A package to scaffolding polyploidy or heterozygosis genome using Hi-C data
The major problem of scaffolding polyploid genome is that Hi-C signals are frequently detected between allelic haplotypes and any existing stat of art Hi-C scaffolding program links the allelic haplotypes together. To solve the problem, we developed a new Hi-C scaffolding pipeline, called ALLHIC, specifically tailored to the highly heterozygous diploids or polyploid genomes. ALLHIC pipeline contains a total of 4 steps: prune, partition, optimize and build.
$ git clone https://github.com/tangerzhang/ALLHiC
$ cd ALLHiC
$ chmod +x bin/*
$ cp bin/* ~/bin
Following is a list of thirty-party programs that will be used in ALLHIC pipeline.
-
Data Preparation
- Closely related 'diploid' species (chromosomal level) with gene annotation
- Hi-C reads (with some coverage)
- Contig level assembly of target genome with decent N50 and gene annotation
-
Identification of alleles based on BLAST results
Blast CDS in target genome to CDS file in close related reference
Note: Please modify cds name before running BLAST. The cds name should be same with gene name present in GFF3
$ blastn -query rice.cds -db Bd.cds -out rice_vs_Sb.blast.out -evalue 0.001 -outfmt 6 -num_threads 4 -num_alignments 1
Remove blast hits with identity < 60% and coverage < 80%
blastn_parse.pl -i rice_vs_Bd.blast.out -o Erice_vs_Bd.blast.out -q ../4_rice_alleles/T2/riceT2.cds.fasta -b 1 -c 0.8 -d 0.6
Classify alleles based on BLAST results
classify.pl -i Eblast.out -p 2 -r Bdistachyon_314_v3.1.gene.gff3 -g riceT2.gff3
After running the scripts above, two tables will be genrated. Allele.gene.table lists the allelic genes in the order of diplod refernece genome and Allele.ctg.table lists corresponding contig names in the same order.

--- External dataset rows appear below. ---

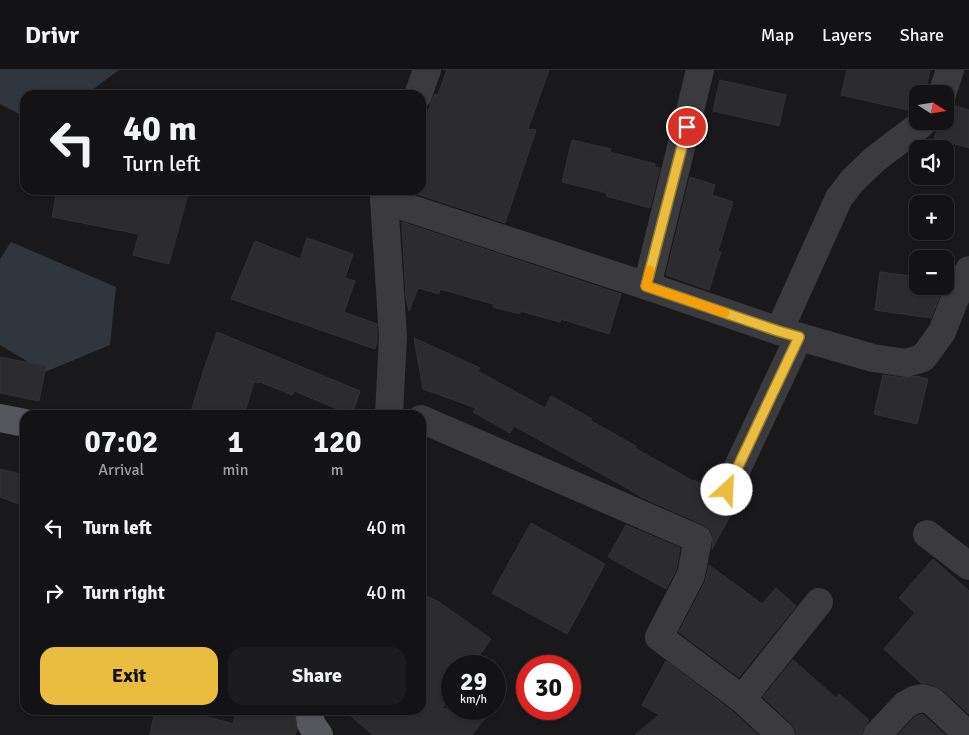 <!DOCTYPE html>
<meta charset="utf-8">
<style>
:root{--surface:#131214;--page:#1c1b1d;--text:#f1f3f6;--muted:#9d9ea0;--line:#323234;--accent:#eabd41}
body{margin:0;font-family:Signika,sans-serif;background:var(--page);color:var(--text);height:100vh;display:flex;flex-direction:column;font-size:19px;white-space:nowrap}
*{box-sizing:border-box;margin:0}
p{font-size:16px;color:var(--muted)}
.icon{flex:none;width:28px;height:28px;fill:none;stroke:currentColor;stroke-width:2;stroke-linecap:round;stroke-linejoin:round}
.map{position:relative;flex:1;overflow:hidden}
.drawer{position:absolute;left:20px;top:340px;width:406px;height:305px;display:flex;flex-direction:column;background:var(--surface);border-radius:15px;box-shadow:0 1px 4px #0004,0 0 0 1px var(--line)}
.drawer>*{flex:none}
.hud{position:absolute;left:20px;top:20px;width:406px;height:105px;border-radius:15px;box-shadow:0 1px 4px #0004,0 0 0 1px var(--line);background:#131214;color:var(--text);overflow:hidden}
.needle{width:32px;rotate:102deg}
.fabs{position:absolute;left:909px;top:15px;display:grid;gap:10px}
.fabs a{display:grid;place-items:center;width:45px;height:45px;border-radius:10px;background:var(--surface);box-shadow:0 1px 4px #0004,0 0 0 1px var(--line);font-size:25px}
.speed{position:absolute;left:441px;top:585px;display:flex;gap:10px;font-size:25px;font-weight:700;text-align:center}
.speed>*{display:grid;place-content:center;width:65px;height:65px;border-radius:50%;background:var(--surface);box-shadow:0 1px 4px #0004,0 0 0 1px var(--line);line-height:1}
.speed small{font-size:12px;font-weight:400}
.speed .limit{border:8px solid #d22;background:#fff;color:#111}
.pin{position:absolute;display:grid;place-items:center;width:42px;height:42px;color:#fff;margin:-21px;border:2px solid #fff;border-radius:50%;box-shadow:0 1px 5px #0007}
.me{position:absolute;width:55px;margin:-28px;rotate:25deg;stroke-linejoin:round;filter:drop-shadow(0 0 4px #0008)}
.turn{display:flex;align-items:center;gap:18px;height:105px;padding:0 20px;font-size:22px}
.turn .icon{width:65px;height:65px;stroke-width:2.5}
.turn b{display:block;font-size:35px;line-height:42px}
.eta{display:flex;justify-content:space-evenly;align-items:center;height:85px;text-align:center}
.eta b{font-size:30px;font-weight:700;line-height:35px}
.button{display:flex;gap:10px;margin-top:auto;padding:10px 20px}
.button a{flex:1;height:58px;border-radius:15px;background:var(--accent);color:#111;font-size:20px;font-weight:700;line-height:58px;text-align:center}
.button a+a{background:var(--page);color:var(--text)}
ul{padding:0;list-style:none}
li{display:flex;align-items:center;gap:15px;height:65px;padding:0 20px}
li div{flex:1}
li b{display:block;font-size:19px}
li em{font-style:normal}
header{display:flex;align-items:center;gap:30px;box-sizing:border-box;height:70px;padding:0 25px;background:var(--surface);border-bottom:1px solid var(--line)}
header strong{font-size:24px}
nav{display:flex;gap:28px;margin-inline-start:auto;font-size:18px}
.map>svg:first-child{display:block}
.water{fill:#2f363e}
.building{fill:#2c2b2e;stroke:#333236}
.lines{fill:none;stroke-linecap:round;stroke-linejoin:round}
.minor{stroke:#3a3a3f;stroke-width:28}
.major{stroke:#56575e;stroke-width:28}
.route-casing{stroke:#987b2a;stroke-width:12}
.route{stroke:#eabd41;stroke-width:9}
.slow{stroke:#f59e0b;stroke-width:9}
</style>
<header>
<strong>Drivr</strong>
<nav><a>Map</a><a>Layers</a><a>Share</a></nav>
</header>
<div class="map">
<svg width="969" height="665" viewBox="0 0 969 665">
<rect width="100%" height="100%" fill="#19181a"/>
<!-- water -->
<g class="water">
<path d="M0 0H119L92 20 79 25H25V43L21 45 0 34Z"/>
<path d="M11 172 116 217 110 275 45 302 0 275V189Z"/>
</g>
<!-- building -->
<g class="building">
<path d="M447 0H549L528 59 536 60 505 153 411 122V120H421V64L431 32 435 24 438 25Z"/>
<path d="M847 0H930L925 24H918V37L912 41 841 25Z"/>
<path d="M720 10 786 25 779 56 713 41Z"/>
<path d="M953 35 969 40V78L934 68 939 56V51H945V39Z"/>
<path d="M572 70 611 79 610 82 655 94V97L660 98 650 138 606 126 607 123 562 112Z"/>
<path d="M690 107 715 115 712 125 733 132 718 181 721 182 709 220 666 205Z"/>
<path d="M57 120H189L169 194 133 185 139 164 52 147Z"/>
<path d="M402 152 621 224 609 264 561 249 560 252 520 241V244L493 237V234L440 219 439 224 418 218 409 241 406 228Z"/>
<path d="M307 168 353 184 345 208 355 211 344 242 377 254V271L375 279 231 229 255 171 300 189Z"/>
<path d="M880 202 918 207V216H941L940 225 931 248 875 240Z"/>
<path d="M217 262 360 321 352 345 294 321 292 325 260 312 259 313 254 312 244 345H190L204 299Z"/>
<path d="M414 268 480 298 478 301 545 338 551 326 592 349 591 351 636 376 635 378 693 411 694 410 712 420 714 428 720 434 728 436 737 433 712 479 713 465 710 459 704 455 641 427 627 418 514 356 510 363 473 342 476 338 423 319Z"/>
<path d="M0 287 46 296 39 331 0 323Z"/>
<path d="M883 305 904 308 917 306 928 309 917 354 874 344Z"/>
<path d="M0 399 25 405V436L0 427Z"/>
<path d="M531 453 605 494 567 564 492 523Z"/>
<path d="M626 455 680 478 676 500 666 519 608 487Z"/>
<path d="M933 489 969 521V644L943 620 928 613H921L884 579 915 543 899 528Z"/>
<path d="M709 495 762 534 776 518 796 536 739 607 679 562 705 512Z"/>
<path d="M421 523 439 532 491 569 472 596H452V624L442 639H492L472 665H373L344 640H421Z"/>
<path d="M793 590 836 628 839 624 869 650 862 661V665H796V660L792 654 763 627Z"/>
<path d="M666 591 732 641 758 665H635L659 645 642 635Z"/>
<path d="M155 640H184L233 654 236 640H294L297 659 295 665H150Z"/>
<path d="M922 644 945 665H898L915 647Z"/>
</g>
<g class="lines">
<!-- minor -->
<g class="minor">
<path d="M942 24 950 0"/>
<path d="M418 25 427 0"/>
<path d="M386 120 384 130 393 266 389 345"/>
<path d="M384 130 647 216 779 261 873 288 906 293 923 288 942 262 954 231 969 200"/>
<path d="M647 216 700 0"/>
<path d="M779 261 839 128 853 110 875 89 920 55 924 51"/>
<path d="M421 349 698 469 691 505 659 567 742 629 781 665"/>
<path d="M727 420 799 267"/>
<path d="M927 464 969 496"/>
<path d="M742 629 819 532"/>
<path d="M877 665 905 635 914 630 923 628 932 631 968 665"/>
</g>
<!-- major -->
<g class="major">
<path d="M0 348 25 353"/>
<path d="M309 640 311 654 319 665"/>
</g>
</g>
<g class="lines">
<defs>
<path id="route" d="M687 57 646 216 778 261 799 267 727 420"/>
</defs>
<!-- route casing -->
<use href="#route" class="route-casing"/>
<!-- route -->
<use href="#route" class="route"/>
<!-- slow -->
<path class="slow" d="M650 200 646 216 725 243"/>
</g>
</svg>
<div class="fabs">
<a><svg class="needle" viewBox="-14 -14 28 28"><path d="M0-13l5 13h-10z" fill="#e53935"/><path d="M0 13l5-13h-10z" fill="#9d9ea0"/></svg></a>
<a><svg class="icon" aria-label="sound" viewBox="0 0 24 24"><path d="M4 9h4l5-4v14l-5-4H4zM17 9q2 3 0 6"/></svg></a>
<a>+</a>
<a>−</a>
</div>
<div class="speed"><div>29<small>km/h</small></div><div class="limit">30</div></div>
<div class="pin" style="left:687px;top:57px;background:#d93025"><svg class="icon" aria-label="arrive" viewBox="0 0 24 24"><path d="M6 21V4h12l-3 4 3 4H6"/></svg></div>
<svg class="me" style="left:727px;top:420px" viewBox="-20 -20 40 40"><circle r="19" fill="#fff"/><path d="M0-13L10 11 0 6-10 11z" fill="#eabd41"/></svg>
<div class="hud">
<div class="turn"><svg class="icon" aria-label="left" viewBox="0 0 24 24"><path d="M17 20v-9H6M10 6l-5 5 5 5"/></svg><div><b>40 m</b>Turn left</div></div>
</div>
<section class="drawer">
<div class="eta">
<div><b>07:02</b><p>Arrival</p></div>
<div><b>1</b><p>min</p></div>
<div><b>120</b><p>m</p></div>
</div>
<ul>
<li><svg class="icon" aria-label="left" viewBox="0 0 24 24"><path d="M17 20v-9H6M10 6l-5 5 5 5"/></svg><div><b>Turn left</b></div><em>40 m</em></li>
<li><svg class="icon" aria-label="right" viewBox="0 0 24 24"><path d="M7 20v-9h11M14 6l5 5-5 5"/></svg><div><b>Turn right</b></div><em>40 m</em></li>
</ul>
<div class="button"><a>Exit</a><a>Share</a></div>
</section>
</div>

- Map Hi-C reads to draft assembly
use bwa index and samtools faidx to index your draft genme assembly
bwa index -a bwtsw draft.asm.fasta
samtools faidx draft.asm.fasta
Aligning Hi-C reads to the draft assembly
bwa aln -t 24 draft.asm.fasta reads_R1.fastq.gz > sample_R1.sai
bwa aln -t 24 draft.asm.fasta reads_R2.fastq.gz > sample_R2.sai
bwa sampe draft.asm.fasta sample_R1.sai sample_R2.sai reads_R1.fastq.gz reads_R2.fastq.gz > sample.bwa_aln.sam
Filtering SAM file
PreprocessSAMs.pl sample.bwa_aln.sam draft.asm.fasta MBOI
perl ~/software/script/filterBAM_forHiC.pl sample.bwa_aln.REduced.paired_only.bam sample.clean.sam
samtools view -bt draft.asm.fasta.fai sample.clean.sam > sample.clean.bam
- Prune
Next, we will used Allele.ctg.table to prune 1) signals that link alleles and 2) weak signals from BAM files
prune.pl -i Allele.ctg.table -b bam.list -r draft.asm.fasta
- Partition
Apply LACHESIS clustering algorthm to partition contig (require Lachesis installed)
Lachesis conf.ini
- Optimize
ordering and orientation for each group
bam2CLM.pl -b sample.clean.bam -r draft.asm.fasta -d out/main_results/
allhic optimize group0.clm
allhic optimize group1.clm
allhic optimize group2.clm
...
- Build
convert tour format to fasta sequences and agp location file
tour2asm.pl draft.asm.fasta
This step will output a list of superscaffolds and un-achored contigs. Check groups.asm.fasta file.
Test data can be found in the following link:
https://pan.baidu.com/s/1_EW7N5qOgpa1hdn95LP26A
or
https://www.dropbox.com/s/yk3o2hh7as0iz6y/sample_data.tar.gz?dl=0
Test data starts from cleaning bam files.